The defendant argues that where an agent makes a full disclosure of the fact of his agency and the name of his principal and contracts only as the agent of the named principal, he incurs no personal responsibility. Richmond Union Passenger Ry. v. New York and Sea Beach Ry., 95 Va. 386, 395, 28 S.E. 573 (1897). In this regard, the defendant is assuming facts contrary to those pleaded, namely, that the defendant contracted only as the agent of the named principal. The Virginia Supreme Court has recognized the possibility that an agent may bind himself personally. Id. It is also well established that an insurance professional “may be held liable where he has breached a contract to procure insurance for his principal.” Coyne & Delany Co. v. Selman, 98 F.3d 1457, 1470 (4th Cir. 1996). Plaintiffs motion for judgment clearly alleges that the defendant made a promise that she, herself, would be personally liable to the plaintiffs for any excess and that she had her own insurance to cover such liability. Motion for Judgment, paragraph 8. This allegation is sufficient to inform the defendant of the nature of the demand against her on this count. The defendant further argues that the presumption is that the agent intends to bind only his principal and the burden of proof is upon him who undertakes to [503]*503establish the agent’s personal liability. This argument may prove more useful to the defendant on a motion to strike than here on demurrer.

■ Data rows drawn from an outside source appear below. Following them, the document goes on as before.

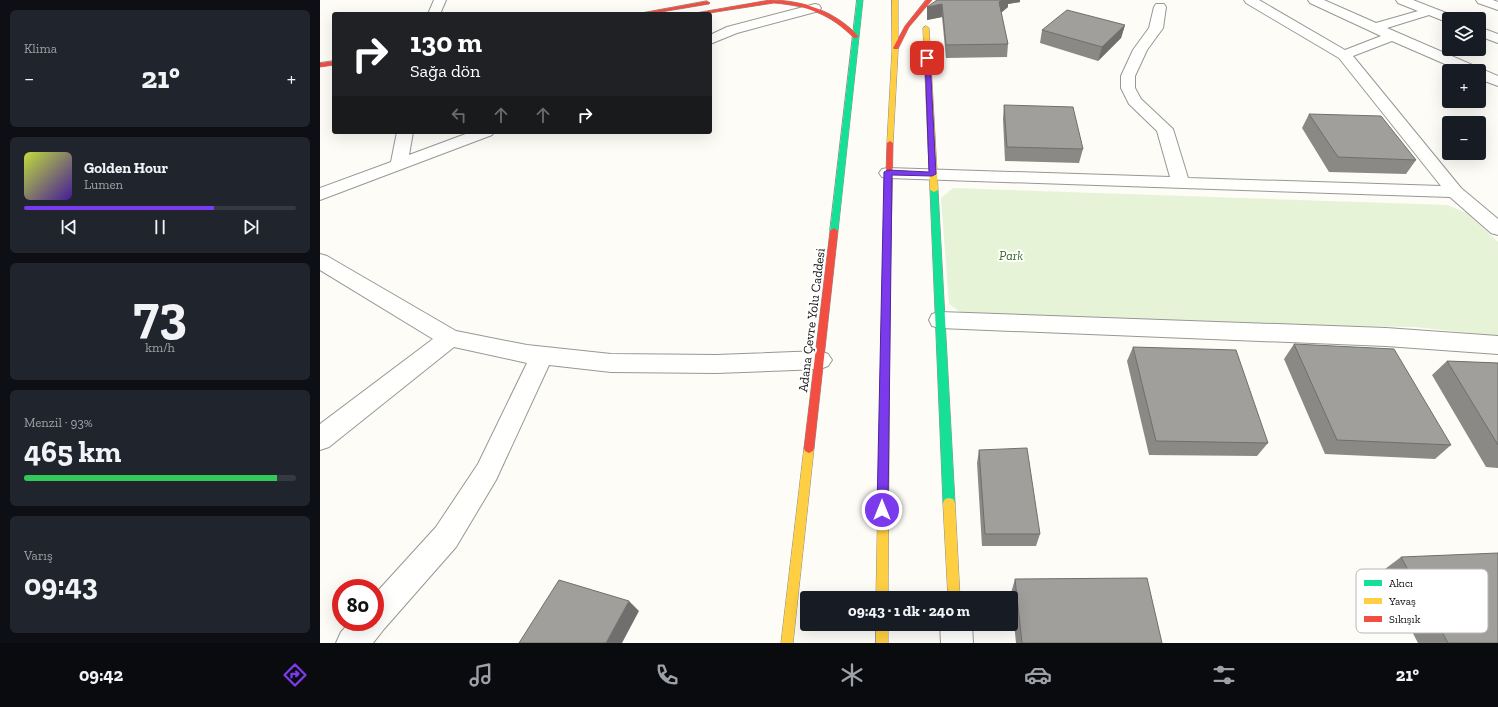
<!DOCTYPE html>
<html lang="tr">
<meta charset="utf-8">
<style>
:root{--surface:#171b24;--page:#20242c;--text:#f1f3f6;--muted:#9ea1a6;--line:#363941;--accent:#7c3aed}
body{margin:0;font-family:"Zilla Slab",serif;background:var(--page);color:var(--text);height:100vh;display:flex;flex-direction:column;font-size:15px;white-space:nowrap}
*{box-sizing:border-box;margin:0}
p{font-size:13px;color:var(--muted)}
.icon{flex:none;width:22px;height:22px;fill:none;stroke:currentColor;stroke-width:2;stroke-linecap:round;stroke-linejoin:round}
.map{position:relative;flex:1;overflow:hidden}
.side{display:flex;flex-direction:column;gap:10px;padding:10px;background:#0d0f14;width:320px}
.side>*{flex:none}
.top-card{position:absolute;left:12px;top:12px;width:380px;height:122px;border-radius:4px;box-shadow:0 4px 16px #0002;background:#202124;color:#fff;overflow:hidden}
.controls{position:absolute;left:1122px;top:12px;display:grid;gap:8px}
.controls a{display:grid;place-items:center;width:44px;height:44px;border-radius:4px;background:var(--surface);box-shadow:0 4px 16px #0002;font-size:20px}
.speed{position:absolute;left:12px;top:579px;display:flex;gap:8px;font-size:20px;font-weight:700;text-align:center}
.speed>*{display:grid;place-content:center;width:52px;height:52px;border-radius:50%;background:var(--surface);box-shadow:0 4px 16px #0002;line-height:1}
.speed .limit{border:6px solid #d22;background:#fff;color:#111}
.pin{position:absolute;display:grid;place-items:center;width:34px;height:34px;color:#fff;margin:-17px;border-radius:8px;box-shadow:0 2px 6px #0006}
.me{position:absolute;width:44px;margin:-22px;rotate:0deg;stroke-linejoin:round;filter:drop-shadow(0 0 3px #0008)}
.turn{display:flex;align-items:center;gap:14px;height:84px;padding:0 12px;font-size:18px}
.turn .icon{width:52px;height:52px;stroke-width:2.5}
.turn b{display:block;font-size:28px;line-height:34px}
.lanes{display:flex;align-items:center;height:38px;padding:0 12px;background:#0003;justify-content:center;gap:20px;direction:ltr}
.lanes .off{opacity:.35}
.big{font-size:30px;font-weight:700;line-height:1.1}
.side .tile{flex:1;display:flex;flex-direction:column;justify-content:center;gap:6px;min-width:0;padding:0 14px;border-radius:6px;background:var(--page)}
.side .dial{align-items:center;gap:0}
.dial b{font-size:52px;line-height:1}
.song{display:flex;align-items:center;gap:12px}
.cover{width:48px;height:48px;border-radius:6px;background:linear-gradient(135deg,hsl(70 70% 55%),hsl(260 70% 35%))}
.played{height:4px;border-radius:2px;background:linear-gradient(90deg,var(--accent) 70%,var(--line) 70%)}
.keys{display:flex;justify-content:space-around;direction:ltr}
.heat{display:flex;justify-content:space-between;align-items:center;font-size:22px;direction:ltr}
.charge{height:6px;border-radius:3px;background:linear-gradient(90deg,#34c759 93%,var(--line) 0)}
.trip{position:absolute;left:480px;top:591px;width:218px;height:40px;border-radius:4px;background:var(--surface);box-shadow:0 4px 16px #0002;font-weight:700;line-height:40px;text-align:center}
.tab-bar{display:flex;height:64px;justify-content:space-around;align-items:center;background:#090b0e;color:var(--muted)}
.tab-bar .icon{width:28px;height:28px}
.tab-bar .current{color:var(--accent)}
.tab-bar b{font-size:18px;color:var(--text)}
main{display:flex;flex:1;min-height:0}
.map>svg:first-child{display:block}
</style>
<main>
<section class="side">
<div class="tile"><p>Klima</p>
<div class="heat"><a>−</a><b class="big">21°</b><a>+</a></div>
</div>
<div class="tile">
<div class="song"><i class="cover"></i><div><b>Golden Hour</b><p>Lumen</p></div></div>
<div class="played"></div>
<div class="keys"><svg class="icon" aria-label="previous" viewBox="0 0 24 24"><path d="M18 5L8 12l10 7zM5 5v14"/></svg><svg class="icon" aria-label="pause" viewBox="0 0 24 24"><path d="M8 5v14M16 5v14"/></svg><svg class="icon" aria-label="next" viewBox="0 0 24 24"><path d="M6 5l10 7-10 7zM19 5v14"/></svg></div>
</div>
<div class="tile dial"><b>73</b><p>km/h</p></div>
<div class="tile"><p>Menzil · 93%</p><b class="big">465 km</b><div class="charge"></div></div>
<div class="tile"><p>Varış</p><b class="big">09:43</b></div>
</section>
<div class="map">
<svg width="1178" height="643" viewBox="0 0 1178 643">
<rect width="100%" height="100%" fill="#fdfcf7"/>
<path fill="#e7f3d7" d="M633,188L1127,205L1147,213L1178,242V336L1095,327L651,320L629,304L621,198Z"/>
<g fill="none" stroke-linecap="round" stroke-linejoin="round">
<g stroke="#979795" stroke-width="2">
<path id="street" d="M114,0H126L120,14H108Z
M924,0H939L1025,50L1061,36L990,3L988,0H1004L1056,23L1098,11L1078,3L1076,0H1093L1134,16L1135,19H1129V23L1109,15L1067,28L1178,76V86L1159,79V71H1141L1072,41L1033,56L1141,188L1178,219V235L1171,233L1130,197L568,178L562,177L559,173L562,169L568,168L850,177L837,131L809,104L801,88V76L813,50L829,28L834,7L836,4H844L846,7L843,28L827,50L815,76V88L821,99L853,129L868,178L1121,186L1019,58L926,3Z
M1156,0H1173L1178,2V10L1158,3Z
M495,4L499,5L501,8L499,11L417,33L390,44V35L407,27Z
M1159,27L1178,34V43L1159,36Z
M77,132H93L89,155L151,132H174L172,135L0,200V188L71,162Z
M0,254L7,256L136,331L207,345L291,354L396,355L500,351L508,354L512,360L508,366L500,369L396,373L291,372L229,365L176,480L136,547L64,629L53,643H16L21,632L30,622H55V594L116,527L158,464L207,363L134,347L9,447L0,450V424L113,339L0,270Z
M620,312L1066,328L1178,336V354L1066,346L620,328L612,326L609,320L612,314Z
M620,624H652L653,643H621Z"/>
</g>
<g stroke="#8e8d8b" stroke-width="1">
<path id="fast" d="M537,0H543L518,231L514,234L510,231Z
M611,188H614L618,190L635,503L633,507L629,508L625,507L623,503L610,190Z"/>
</g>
<g stroke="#8e8d8b" stroke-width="1">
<path id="slow" d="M572,0H578V51L573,143L570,145L567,143L572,51Z
M606,26L609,28L618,190L614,192L610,190L603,28Z
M566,292L570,295L568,598H556L562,295Z
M489,443L493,445L494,448L473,643H461L484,448L485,445Z
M629,498L633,499L635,503L640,598H628L623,503L625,499Z
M556,624H568V643H556Z"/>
</g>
<g stroke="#8e8d8b" stroke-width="1">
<path id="jam" d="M450,0C482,0 516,11 539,37L534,38C510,14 488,6 454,3L383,14H370Z
M606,0H612L589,27L578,49H574L573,48L585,26Z
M387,1L390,3L389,4L329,14H316Z
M14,61V65L0,67V63Z
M570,141L573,143L570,295L566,298L562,295L567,143Z
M514,228L518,231L494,448L493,451L489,453L485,451L484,448L510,231Z"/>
</g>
<use href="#street" fill="#fffffe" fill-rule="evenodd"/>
<use href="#fast" fill="#16e098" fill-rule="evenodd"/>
<use href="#slow" fill="#ffcf43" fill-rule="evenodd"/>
<use href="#jam" fill="#f24e42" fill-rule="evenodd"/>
</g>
<path fill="#8a8986" d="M617,0H700V2L688,4V7L681,13L688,44L687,57L626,58L622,17L607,20Z
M805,25L801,38L778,61L720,43L722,30Z
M684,105L763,149L759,163L685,161L683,119Z
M989,114L1096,160L1086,174L1009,172L982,128Z
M974,344L1131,445L1115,459L1005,454L964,359Z
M813,347L948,443L937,456L829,455L807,361Z
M1127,361L1178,363V468L1166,467L1112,375Z
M659,450L720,534L716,546H662L657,463Z
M1081,557L1178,643H1098L1061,572Z
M695,579L842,643H696L691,593Z"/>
<path fill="#716f6d" d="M682,0H700V2L688,4V7L678,15L679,2Z
M622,4V17L607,20V7Z
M805,25L801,38L778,61L782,47Z
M309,601L319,611L302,643H286Z"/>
<path fill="#a19f9c" stroke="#716f6d" d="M617,0H682L679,2L688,44L626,45L622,4L607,7Z
M747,10L805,25L782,47L722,30Z
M684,105L753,107L763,149L687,147Z
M989,114L1061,116L1096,160L1018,157Z
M974,344L1074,349L1131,445L1017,440Z
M813,347L916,350L948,443L836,441Z
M1127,361L1178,363V445Z
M707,448L720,534H665L659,450Z
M1178,553V643H1128L1081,557Z
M827,578L842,643H702L695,579Z
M239,580L309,601L286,643H199Z"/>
<path fill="#7c3aed" stroke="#51269a" d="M605,56L610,58L616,174L612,176L572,175L568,510L567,514L562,515L558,514L557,510L564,172L568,170L609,172Z"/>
<g text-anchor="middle" stroke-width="4" stroke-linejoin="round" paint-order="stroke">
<g font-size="13" font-style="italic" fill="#2f6b1f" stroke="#fff">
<text x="691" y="260">Park</text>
</g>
<g font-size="13" fill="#111" stroke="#fff">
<text transform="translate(491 320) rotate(-83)" y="5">Adana Çevre Yolu Caddesi</text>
</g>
</g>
<rect x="1036" y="569" width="132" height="64" rx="6" fill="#fff" stroke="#b8b8b8" stroke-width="1"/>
<rect x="1044" y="580" width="18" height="6" fill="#16e098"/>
<rect x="1044" y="598" width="18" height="6" fill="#ffcf43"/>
<rect x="1044" y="616" width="18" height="6" fill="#f24e42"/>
<g font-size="11" fill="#111">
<text x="1069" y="587">Akıcı</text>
<text x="1069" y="605">Yavaş</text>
<text x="1069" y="623">Sıkışık</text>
</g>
</svg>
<div class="controls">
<a><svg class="icon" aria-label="layers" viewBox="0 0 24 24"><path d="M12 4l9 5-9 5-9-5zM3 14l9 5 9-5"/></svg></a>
<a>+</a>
<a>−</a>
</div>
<div class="speed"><div class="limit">80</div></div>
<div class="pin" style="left:607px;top:58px;background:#d93025"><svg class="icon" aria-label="arrive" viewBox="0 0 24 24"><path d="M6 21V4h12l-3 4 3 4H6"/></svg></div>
<svg class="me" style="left:562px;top:510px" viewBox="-20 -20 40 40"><circle r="17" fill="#7c3aed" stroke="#fff" stroke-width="3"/><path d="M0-11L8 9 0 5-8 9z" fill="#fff"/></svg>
<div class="trip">09:43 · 1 dk · 240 m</div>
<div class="top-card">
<div class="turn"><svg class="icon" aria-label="right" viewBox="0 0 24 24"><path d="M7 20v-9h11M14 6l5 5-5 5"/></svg><div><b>130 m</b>Sağa dön</div></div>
<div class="lanes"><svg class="icon off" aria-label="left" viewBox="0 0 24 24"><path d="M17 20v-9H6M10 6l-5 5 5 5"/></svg><svg class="icon off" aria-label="ahead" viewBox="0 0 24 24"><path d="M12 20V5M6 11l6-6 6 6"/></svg><svg class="icon off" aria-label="ahead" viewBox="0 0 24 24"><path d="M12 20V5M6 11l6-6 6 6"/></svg><svg class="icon" aria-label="right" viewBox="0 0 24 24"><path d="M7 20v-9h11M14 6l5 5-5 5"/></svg></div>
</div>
</div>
</main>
<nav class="tab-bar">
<b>09:42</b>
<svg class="icon current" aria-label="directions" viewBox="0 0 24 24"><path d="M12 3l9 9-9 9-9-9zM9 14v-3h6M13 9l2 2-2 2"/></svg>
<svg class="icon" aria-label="music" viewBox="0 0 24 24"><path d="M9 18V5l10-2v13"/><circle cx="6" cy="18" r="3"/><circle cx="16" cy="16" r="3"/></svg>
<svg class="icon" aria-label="phone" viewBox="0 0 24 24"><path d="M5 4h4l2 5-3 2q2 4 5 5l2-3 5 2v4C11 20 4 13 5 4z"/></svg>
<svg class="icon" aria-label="climate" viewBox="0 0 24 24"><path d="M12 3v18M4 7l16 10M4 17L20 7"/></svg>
<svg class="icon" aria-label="car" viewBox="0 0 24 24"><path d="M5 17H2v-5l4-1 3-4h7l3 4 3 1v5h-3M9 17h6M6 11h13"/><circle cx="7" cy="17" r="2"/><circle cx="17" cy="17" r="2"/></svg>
<svg class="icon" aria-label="filters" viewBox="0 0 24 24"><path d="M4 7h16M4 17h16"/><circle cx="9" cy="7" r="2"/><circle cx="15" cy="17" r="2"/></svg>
<b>21°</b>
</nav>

In any event, “care should be used that the elements of contract and breach are properly alleged, for if these elements are not stated, the motion for judgment is insufficient.” Friend’s Virginia Pleading and Practice, § 24-3, citing Branning Mfg. Co. v. Norfolk-Southern Ry., 138 Va. 43, 121 S.E. 74 (1924). The essential elements of a cause of action for breach of contract are (1) a legal obligation of the defendant to the plaintiff, (2) a violation or breach of that duty or right, and (3) consequential injury or damage to the plaintiff. Brown v.